I haven’t seen much softening of the market. Been keeping my eye out for a short range EV but there are almost no private sellers. I know the advice is to not buy from dealers but there are almost no private sellers out there. I just don’t get it. I sold three cars and it wasn’t that much of a hassle and I got tons more $ than trade-in.

1 Like

I can only speak personally… although I know I could get more in a private party sale, I always dump my old cars at a dealer. That’s because fraud is so easy in these transactions - you really have to go to the buyer’s bank and get cash to completely avoid being ripped off as a seller. Then there’s dealing with people that want to inspect your car, test drive it without you… it’s a lot of hassle and not without risk. The paperwork is also annoying - you don’t want them driving around with your plates so at least here, you want to stop at the DOL with them so they can get their own plates.
They can also come after you if they “find” something wrong with the car.

At a dealer, the transaction is just done and you don’t have to worry about any of this. That’s worth some amount of money to me.

1 Like

Relatively few car sales are simply a sale, a majority includes purchasing a replacement car as well. And in a lot of states, trade-in values get credited off the sales tax charged on that new car purchase. Which means the trade-in value can be as much as 6-7% less from a dealer but you’re still coming out ahead.

You cant just compare a single line item to determine the more beneficial route, you need to see the end result of the whole equation.

3 Likes

400k isn’t that much. In a typical year, there are around 40 mil cars sold of which about 16mil is brand new. Basically the supply is increasing a few percent.

I think demand is more of a concern. Also a lot of cars may get repoed as people that have been buying new cars really can’t afford them especially now that they don’t have jobs.

2 Likes

400k used cars would be a lot to be dumped on the market at once.
If that were to happen. But one might expect whomever is in charge of selling all those cars in the bankruptcy would have enough sense not to flood the market for their own product all at once.

Also the cars being sold are all 1-4 years old. A lot of the 40M cars sold are older and not really in teh same market as the cars Hertz will sell. I mean there has to be good 20M used cars sold that are 5+ years old and thats not directly competing with whatever Hertz will sell.

Also they’re mostly mid range sedans.
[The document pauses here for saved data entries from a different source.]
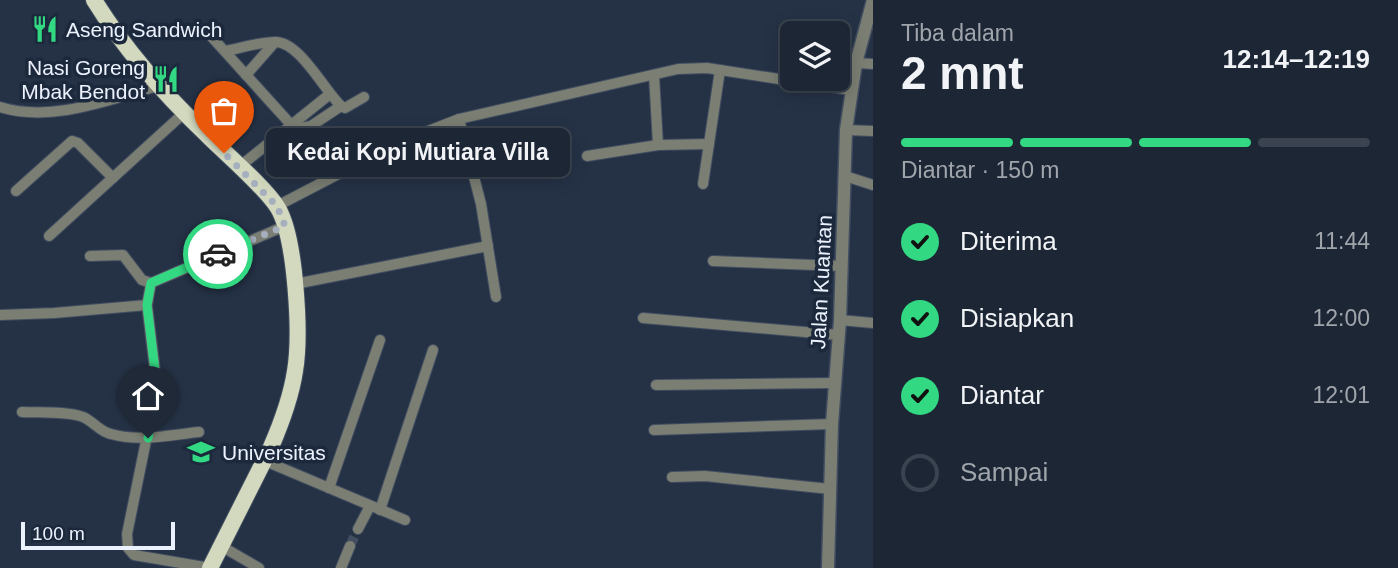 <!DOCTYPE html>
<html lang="id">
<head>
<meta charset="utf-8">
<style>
	:root { --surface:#1c2634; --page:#293240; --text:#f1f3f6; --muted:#a0a5ac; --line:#3a434f; --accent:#32d882 }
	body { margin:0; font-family:Arial,sans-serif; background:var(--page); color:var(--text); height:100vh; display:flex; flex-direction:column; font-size:26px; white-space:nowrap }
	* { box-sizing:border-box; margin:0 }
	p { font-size:23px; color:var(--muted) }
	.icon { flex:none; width:38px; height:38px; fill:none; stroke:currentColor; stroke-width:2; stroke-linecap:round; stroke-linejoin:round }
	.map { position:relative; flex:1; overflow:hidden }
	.details { display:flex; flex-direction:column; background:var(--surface); width:525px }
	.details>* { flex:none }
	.tools { position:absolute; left:780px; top:21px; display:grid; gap:14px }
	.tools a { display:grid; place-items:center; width:70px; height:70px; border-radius:10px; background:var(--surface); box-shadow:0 4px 18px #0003,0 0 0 2px var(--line); font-size:35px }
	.scale { position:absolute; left:21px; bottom:18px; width:154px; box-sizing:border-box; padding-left:7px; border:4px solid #ebf2fd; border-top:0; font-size:19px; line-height:24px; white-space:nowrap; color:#ebf2fd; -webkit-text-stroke:5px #1c283b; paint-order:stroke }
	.pin { position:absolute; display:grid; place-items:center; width:60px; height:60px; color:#fff; margin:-72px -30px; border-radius:50% 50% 50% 0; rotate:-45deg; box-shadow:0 0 7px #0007 }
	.pin .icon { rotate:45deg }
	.courier { position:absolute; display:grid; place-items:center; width:70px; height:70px; margin:-35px; border:5px solid #32d882; border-radius:50%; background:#fff; color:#222; box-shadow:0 2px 9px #0007 }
	.bubble { position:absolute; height:49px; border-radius:10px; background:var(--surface); box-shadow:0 4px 18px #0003,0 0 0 2px var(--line); font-size:23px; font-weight:600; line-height:49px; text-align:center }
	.head em { font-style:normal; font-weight:600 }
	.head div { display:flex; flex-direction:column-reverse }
	.head { display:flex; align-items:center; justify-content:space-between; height:119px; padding:0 28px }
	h1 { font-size:46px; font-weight:600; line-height:52px }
	.bar { display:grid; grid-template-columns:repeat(4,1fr); gap:10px 7px; align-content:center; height:84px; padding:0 28px }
	.bar i { height:9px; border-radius:5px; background:var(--line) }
	.bar .active { background:var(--accent) }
	.bar p { grid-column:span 4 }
	ol { padding:0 28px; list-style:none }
	li { display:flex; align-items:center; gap:21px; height:77px }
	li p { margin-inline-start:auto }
	li .icon { padding:7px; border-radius:50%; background:var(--accent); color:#111; stroke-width:4 }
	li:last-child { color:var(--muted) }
	li i { width:38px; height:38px; border:4px solid var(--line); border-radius:50% }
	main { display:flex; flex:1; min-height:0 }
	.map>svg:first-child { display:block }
</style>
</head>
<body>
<main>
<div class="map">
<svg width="873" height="568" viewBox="0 0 873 568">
	<rect width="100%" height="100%" fill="#253246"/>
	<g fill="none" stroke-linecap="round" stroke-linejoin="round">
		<!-- minor-tunnel -->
		<path stroke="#434f61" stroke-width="10" stroke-dasharray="10 5" stroke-linecap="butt" d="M350 546 358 529"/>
		<defs>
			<g id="minor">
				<path d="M209 34 295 129 311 126 341 106"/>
				<path d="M225 51C241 48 259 42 275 42 299 41 324 90 341 106L345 108 364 97"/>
				<path d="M856 63 873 64"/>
				<path d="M246 75 275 42"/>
				<path d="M654 75 658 145"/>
				<path d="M0 107C51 123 108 100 158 86"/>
				<path d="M459 119 481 204 496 297"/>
				<path d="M846 130 873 131"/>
				<path d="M587 156 658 145 709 144"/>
				<path d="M239 167 330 94"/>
				<path d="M845 176 873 185"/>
				<path d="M703 184 720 70"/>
				<path d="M16 191 72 141 78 143 113 178"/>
				<path d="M277 206 400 142 459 119 678 69 707 68 851 90"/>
				<path d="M49 236 184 113"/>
				<path d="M90 256 123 255 142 280 151 283"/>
				<path d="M713 261 841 266"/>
				<path d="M295 284 488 246"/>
				<path d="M0 315 54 313 147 305"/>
				<path d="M643 318 839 335"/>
				<path d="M840 320 873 323"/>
				<path d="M656 385 835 383"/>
				<path d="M22 412C41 413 65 411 83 417 93 421 100 432 111 434 139 442 170 435 199 432"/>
				<path d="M654 430 832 424"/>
				<path d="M265 461 405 520"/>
				<path d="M672 477 705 476 830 489"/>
				<path d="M329 488 380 340"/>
				<path d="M380 510 433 350"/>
				<path d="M358 529 370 506"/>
				<path d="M221 546 259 568"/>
				<path d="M210 568 134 555 128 548 127 534 157 387 147 305 151 283 285 226"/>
				<path d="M341 568 350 546"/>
			</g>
			<path id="tertiary" d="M828 568 832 424 840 320 846 130 856 63 873 0"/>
			<path id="trunk" d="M94 0C125 50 164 94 207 135 226 154 265 187 278 208 296 239 301 335 295 371 291 397 281 424 271 447L210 568"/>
		</defs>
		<!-- minor casing -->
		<use href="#minor" stroke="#414d60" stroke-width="12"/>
		<!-- tertiary casing -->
		<use href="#tertiary" stroke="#414d60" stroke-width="15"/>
		<!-- trunk casing -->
		<use href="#trunk" stroke="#414d60" stroke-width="18"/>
		<!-- minor -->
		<use href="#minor" stroke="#7b7e72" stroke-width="10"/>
		<!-- tertiary -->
		<use href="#tertiary" stroke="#7b7e72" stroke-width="12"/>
		<!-- trunk -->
		<use href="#trunk" stroke="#d2d9be" stroke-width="16"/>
	</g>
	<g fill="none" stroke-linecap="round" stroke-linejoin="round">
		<!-- done -->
		<path stroke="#a6afbd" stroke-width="7" stroke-dasharray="0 12.6" d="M218 254 285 226 277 206 224 153"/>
		<!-- route -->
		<path stroke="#32d882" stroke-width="9" d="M148 438 157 387 147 305 151 283 218 254"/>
	</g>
	<!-- icons -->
	<defs>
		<symbol id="restaurant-bare" viewBox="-9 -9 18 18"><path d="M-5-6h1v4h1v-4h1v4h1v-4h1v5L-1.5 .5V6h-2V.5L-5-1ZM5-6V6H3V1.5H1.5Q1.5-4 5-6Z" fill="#32d882" stroke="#1c283b" stroke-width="2.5" paint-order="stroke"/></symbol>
		<symbol id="university-bare" viewBox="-9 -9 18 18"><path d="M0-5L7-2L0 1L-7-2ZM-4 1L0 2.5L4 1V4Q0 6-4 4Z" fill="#32d882" stroke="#1c283b" stroke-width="2.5" paint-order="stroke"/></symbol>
	</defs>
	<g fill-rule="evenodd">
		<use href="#restaurant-bare" x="26" y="10" width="38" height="38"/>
		<use href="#restaurant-bare" x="147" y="60" width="38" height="38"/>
		<use href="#university-bare" x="182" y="433" width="38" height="38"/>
	</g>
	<g text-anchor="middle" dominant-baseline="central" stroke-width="7" stroke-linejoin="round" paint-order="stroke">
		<!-- poi labels -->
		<g font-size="21" fill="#ebf2fd" stroke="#1c283b" text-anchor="start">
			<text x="66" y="29">Aseng Sandwich</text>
			<text x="145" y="67" text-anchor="end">Nasi Goreng<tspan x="145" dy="24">Mbak Bendot</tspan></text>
			<text x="222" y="452">Universitas</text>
		</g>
		<!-- street labels -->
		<g font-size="21" fill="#ebf2fd" stroke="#1c283b">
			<text transform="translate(821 282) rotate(-87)">Jalan Kuantan</text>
		</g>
	</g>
</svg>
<div class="tools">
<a><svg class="icon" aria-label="layers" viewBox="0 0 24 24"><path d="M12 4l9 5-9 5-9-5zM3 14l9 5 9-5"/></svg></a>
</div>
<div class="scale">100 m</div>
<div class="pin" style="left:224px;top:153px;background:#ea580c"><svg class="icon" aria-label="bag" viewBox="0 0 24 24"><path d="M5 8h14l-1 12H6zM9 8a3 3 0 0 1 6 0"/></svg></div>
<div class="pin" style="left:148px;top:438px;background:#1f2937"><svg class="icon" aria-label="home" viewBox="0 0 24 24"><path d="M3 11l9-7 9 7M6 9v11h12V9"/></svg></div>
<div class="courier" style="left:218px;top:254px"><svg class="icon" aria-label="car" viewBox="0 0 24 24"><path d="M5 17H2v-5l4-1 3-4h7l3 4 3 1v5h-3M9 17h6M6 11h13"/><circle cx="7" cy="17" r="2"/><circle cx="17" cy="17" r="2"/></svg></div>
<div class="bubble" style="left:266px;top:128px;width:304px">Kedai Kopi Mutiara Villa</div>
</div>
<section class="details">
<div class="head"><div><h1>2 mnt</h1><p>Tiba dalam</p></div><em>12:14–12:19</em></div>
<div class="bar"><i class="active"></i><i class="active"></i><i class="active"></i><i></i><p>Diantar · 150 m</p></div>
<ol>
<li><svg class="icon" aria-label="check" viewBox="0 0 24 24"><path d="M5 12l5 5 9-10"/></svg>Diterima<p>11:44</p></li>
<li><svg class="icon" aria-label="check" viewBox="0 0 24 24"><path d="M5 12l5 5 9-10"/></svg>Disiapkan<p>12:00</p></li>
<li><svg class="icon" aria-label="check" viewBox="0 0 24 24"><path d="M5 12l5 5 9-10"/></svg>Diantar<p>12:01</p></li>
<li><i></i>Sampai</li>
</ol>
</section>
</main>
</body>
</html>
The Hertz cars won’t impact the truck market or luxury market at all.

So this will have much more impact on cars in that range. A flood of 2-3 year old Nissan Ultimas on the market will really hurt the resale price of similar age Ultimas and also competing brands.

2 Likes

I thought I read somewhere that Hertz intends to sell them gradually over the next 3-9 months. No one dumps assets instantly on the market at once unless they are trying to manipulate the market or they are desperate (might be the case).

It also looks like about 5% of autoloans are deliquent… that could lead to millions of cars being repoed and potentially flooding the market.

This could also be happening at a time when demand is killed because of high unemployment and lenders tightening auto lending standards. There will be few qualified buyers who can actually afford to buy a car.